▶ **Requirement**: When a line below holds the string "canvas", show that line.

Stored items
>>>>
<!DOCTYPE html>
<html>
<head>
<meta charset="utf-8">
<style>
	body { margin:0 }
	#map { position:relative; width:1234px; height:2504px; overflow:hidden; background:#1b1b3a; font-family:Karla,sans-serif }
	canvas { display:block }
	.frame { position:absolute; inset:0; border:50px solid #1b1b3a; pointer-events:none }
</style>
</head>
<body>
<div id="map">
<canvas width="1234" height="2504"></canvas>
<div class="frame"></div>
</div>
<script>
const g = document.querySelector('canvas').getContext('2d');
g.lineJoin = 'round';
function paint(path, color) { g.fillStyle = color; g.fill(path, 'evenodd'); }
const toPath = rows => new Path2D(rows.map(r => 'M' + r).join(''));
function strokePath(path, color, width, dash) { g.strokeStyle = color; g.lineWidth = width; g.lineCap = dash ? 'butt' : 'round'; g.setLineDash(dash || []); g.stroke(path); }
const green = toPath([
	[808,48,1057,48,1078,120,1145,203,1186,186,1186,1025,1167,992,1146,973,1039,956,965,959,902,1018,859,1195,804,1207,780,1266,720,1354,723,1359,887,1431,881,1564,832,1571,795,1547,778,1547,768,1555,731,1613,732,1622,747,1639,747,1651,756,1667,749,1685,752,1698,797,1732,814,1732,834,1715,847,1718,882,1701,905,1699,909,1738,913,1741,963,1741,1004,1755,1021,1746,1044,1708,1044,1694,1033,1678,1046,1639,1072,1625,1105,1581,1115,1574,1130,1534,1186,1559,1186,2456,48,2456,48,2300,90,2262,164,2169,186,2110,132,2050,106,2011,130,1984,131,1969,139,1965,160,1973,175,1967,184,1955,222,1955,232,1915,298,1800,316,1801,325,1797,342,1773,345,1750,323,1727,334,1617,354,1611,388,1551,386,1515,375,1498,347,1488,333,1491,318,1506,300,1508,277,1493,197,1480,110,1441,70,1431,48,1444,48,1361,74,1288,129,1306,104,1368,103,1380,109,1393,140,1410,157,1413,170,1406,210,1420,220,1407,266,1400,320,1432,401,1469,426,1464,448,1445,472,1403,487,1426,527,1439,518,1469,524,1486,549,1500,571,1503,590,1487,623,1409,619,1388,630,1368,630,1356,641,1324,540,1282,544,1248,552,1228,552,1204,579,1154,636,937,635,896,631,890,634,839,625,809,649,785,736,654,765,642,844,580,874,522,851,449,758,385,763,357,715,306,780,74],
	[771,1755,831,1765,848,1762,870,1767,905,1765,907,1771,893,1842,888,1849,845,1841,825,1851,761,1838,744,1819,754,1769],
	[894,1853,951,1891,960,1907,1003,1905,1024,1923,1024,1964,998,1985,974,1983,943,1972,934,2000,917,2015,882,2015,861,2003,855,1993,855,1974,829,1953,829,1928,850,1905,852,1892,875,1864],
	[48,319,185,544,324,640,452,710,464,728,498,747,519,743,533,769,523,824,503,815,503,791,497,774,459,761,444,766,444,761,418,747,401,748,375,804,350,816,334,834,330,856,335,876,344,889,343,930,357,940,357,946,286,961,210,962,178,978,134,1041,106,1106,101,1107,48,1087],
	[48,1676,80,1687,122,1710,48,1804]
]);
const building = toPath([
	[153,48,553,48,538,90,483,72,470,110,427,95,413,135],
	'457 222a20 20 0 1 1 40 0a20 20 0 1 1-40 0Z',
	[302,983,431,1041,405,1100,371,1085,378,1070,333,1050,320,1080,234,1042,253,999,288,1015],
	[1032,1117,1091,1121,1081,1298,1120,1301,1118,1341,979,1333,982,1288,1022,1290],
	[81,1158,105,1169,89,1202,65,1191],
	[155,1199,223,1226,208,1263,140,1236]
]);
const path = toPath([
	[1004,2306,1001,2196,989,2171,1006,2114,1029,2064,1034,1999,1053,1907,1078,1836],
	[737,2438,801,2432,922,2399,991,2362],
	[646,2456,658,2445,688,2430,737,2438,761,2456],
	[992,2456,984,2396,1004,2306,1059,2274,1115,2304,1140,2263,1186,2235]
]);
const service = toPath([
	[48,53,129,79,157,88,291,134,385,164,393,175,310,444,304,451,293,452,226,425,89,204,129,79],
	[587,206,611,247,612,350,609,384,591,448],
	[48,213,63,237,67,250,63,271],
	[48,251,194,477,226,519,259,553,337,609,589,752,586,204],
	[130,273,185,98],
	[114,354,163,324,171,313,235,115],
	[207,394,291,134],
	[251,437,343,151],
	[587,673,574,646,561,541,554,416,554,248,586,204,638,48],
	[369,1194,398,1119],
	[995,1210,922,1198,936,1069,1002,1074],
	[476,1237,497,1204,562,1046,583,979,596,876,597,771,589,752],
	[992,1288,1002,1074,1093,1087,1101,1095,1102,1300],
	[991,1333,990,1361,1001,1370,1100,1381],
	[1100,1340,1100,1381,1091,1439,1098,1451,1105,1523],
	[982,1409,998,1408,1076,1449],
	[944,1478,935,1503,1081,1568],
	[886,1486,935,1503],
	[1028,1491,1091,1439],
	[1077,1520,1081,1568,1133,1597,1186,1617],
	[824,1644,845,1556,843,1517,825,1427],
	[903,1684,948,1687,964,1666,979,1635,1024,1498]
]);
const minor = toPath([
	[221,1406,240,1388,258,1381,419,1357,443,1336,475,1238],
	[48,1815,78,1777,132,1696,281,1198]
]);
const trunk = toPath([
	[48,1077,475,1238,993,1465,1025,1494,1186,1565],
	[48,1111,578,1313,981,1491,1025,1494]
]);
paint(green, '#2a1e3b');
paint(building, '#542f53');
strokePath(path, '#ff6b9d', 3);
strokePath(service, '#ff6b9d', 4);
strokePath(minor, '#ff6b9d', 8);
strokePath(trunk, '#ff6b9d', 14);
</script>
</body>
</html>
<<<<
▶ **Reply**:
	canvas { display:block }
<canvas width="1234" height="2504"></canvas>
const g = document.querySelector('canvas').getContext('2d');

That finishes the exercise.